GIVEN DATA —
* * * * * * *

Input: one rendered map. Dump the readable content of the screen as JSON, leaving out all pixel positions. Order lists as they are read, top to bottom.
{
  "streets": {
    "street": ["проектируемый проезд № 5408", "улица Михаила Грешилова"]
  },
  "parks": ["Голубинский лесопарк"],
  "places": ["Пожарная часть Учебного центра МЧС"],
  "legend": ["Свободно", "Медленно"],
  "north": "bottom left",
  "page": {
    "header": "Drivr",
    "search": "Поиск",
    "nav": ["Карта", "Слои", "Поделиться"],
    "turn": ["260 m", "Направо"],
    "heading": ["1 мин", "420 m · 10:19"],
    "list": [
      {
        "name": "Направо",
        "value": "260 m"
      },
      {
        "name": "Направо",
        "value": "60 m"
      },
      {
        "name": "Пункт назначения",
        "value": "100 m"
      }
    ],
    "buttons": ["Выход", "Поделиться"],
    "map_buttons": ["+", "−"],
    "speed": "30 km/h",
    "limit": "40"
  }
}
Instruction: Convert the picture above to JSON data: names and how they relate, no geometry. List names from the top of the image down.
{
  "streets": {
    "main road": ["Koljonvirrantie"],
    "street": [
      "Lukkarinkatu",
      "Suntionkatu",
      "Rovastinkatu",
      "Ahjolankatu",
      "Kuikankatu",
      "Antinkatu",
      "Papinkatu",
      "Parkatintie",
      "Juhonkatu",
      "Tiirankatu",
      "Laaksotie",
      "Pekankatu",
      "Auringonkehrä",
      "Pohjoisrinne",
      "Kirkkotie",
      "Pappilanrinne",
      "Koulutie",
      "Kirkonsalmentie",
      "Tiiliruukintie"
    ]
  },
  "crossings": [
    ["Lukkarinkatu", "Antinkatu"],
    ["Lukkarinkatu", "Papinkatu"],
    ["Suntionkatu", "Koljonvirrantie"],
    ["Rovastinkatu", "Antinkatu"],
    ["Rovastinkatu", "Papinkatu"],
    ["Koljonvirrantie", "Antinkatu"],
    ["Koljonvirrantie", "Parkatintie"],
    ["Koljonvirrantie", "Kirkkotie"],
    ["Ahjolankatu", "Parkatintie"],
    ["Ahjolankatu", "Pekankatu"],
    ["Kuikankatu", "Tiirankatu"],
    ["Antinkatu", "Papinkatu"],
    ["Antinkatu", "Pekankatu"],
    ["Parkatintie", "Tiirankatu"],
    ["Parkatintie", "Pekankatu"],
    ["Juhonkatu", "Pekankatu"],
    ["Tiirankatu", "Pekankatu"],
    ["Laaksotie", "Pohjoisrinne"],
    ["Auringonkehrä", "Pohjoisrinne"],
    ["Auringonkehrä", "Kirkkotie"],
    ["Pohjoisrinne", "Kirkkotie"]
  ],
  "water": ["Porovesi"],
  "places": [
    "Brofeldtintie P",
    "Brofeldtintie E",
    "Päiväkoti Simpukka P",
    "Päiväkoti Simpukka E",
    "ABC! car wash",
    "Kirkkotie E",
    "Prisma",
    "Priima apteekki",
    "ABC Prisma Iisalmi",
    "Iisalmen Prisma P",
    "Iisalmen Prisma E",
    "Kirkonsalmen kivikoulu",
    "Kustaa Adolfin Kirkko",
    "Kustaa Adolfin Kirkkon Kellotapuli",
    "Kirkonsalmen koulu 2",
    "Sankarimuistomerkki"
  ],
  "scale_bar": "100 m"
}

* * * * * * *

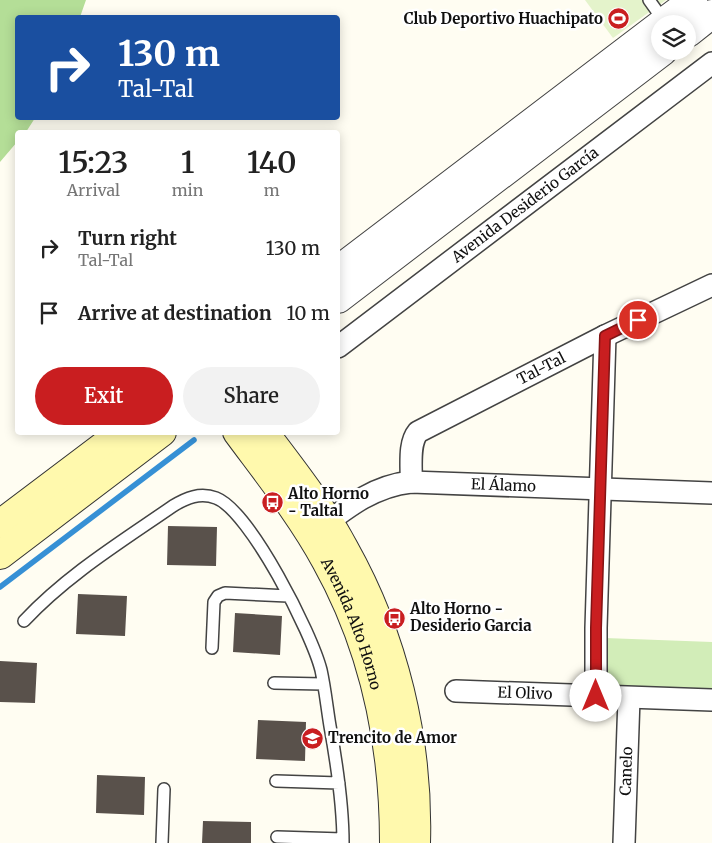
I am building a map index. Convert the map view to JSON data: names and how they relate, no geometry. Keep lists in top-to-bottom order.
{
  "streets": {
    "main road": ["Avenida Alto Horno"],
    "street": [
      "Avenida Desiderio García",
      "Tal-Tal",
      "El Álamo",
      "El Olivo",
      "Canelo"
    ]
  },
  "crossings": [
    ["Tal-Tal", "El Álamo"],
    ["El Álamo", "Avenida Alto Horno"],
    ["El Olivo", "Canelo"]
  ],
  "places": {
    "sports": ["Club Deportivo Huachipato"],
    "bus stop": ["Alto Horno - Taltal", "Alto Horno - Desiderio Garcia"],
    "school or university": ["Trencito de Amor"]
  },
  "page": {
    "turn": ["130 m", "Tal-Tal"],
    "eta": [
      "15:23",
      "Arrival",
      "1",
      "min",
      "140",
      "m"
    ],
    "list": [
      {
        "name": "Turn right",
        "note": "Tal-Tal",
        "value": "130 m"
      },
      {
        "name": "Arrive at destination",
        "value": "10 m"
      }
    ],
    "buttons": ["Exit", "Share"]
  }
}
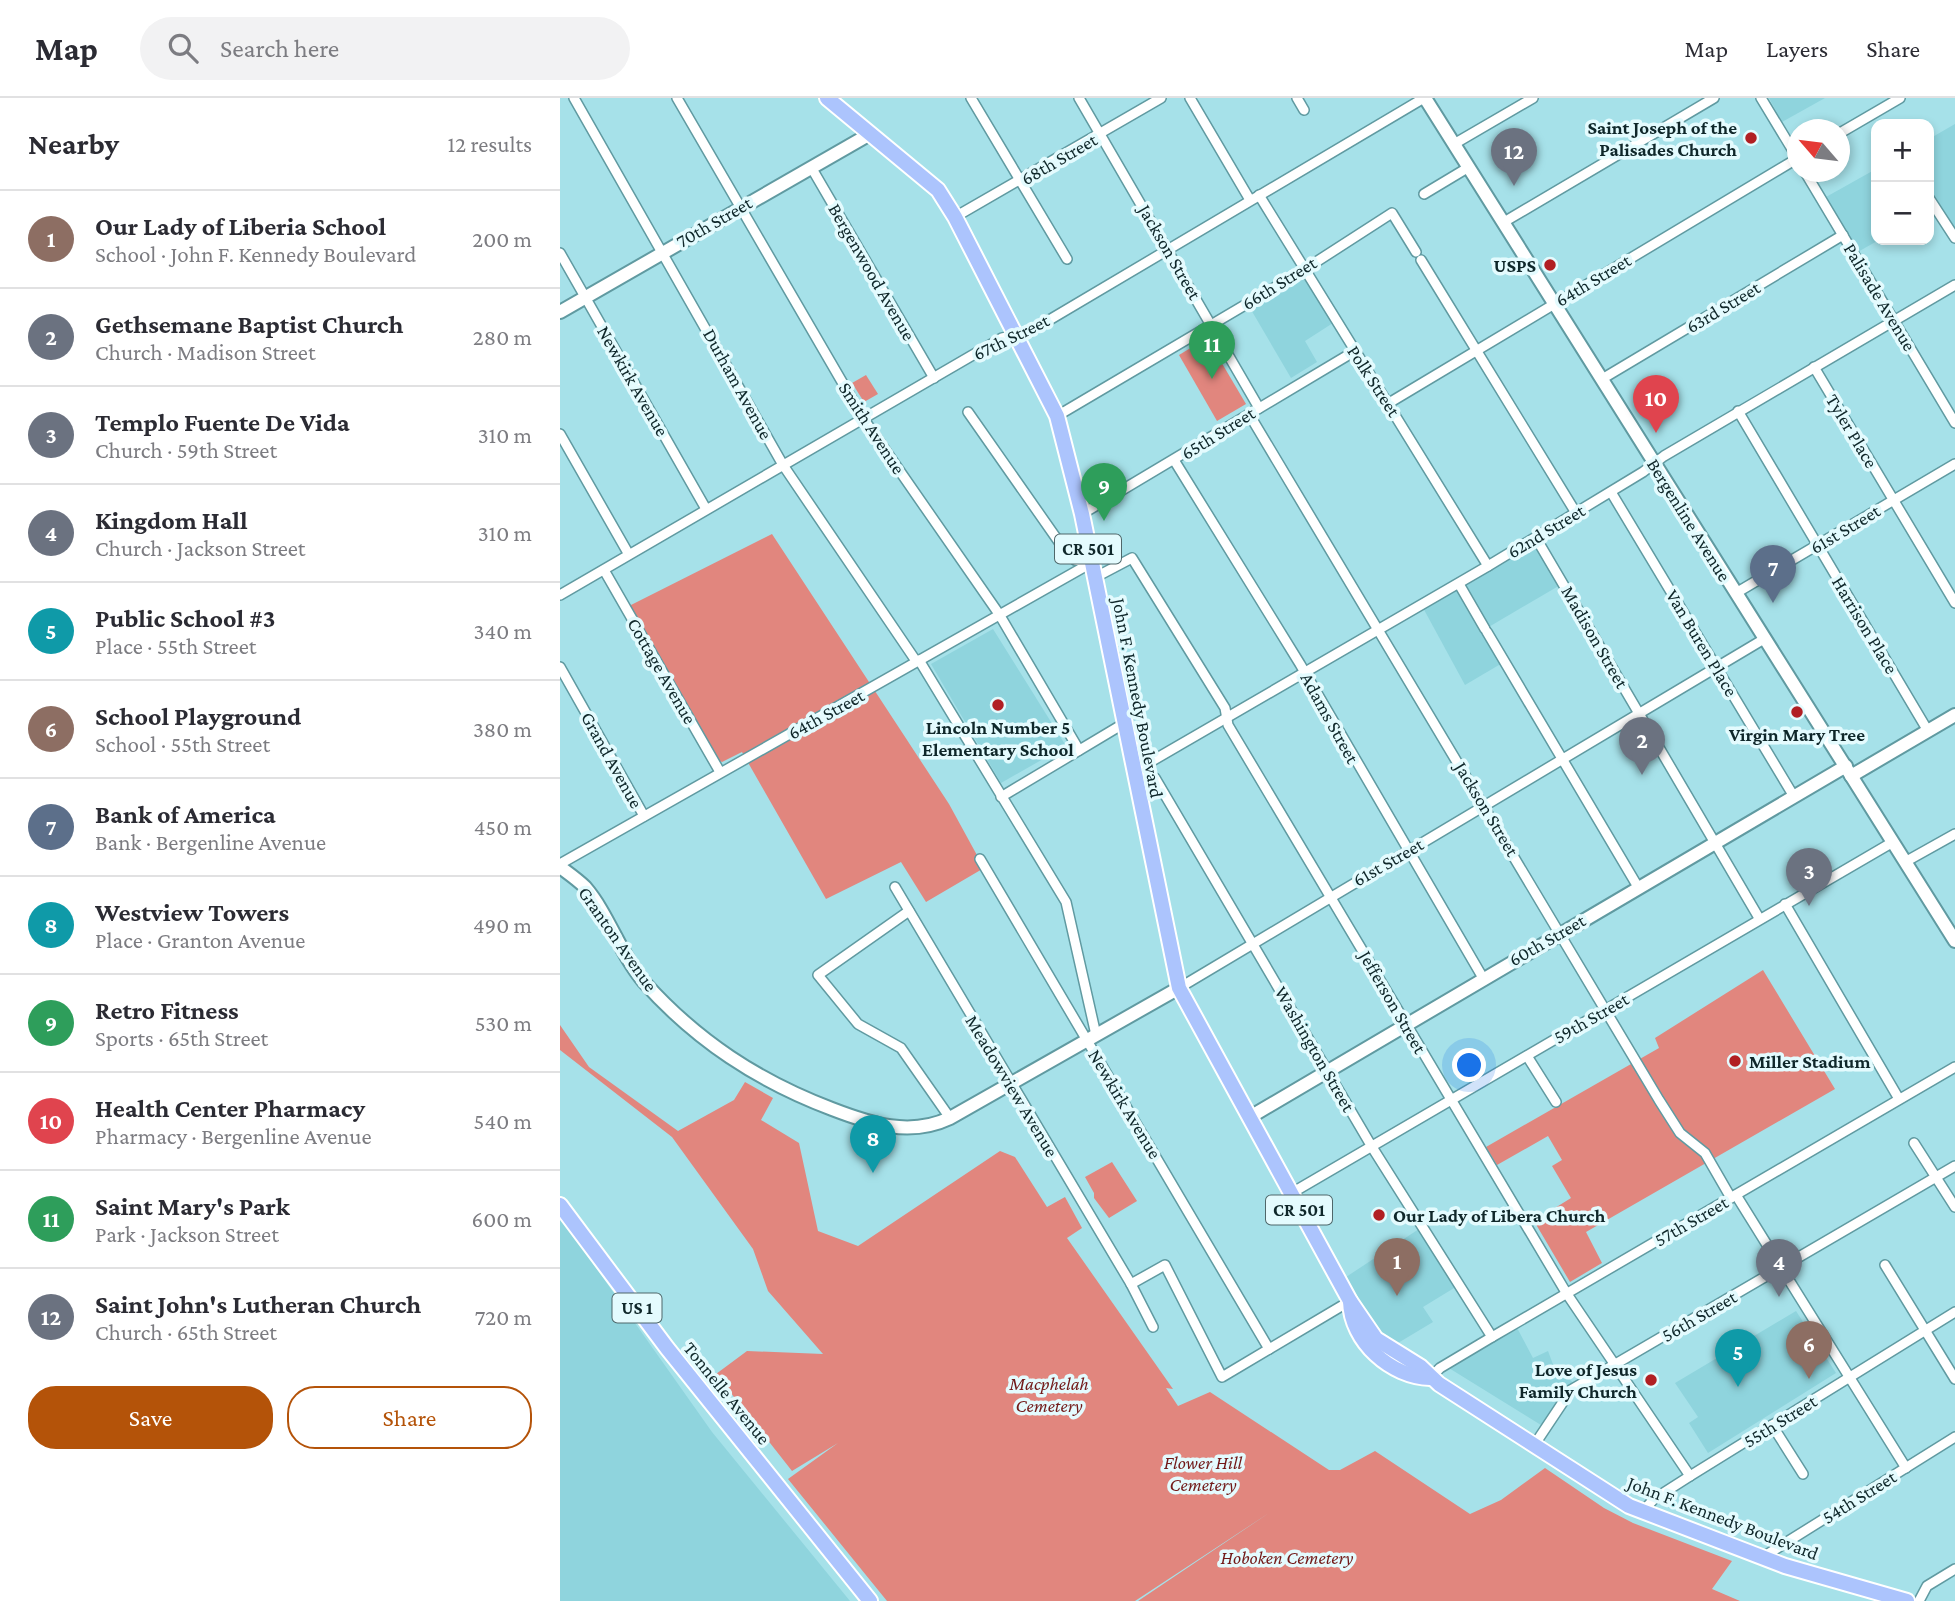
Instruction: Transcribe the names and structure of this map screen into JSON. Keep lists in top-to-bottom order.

* * * * * * *

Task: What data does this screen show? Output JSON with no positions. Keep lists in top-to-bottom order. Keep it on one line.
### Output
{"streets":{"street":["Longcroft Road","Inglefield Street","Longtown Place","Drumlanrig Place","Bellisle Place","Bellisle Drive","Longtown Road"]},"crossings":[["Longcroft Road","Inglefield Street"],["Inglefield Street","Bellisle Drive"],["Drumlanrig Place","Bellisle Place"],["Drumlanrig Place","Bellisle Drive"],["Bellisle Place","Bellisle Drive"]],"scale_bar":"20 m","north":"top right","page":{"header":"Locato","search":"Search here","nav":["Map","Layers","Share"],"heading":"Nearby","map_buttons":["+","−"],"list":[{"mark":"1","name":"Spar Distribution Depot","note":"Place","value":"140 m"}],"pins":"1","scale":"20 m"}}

* * * * * * *

TASK STATEMENT —
Copy all lines from the material above that hold the word "this".

WRITTEN SOLUTION —
Instruction: Transcribe the names and structure of this map screen into JSON. Keep lists in top-to-bottom order.
Task: What data does this screen show? Output JSON with no positions. Keep lists in top-to-bottom order. Keep it on one line.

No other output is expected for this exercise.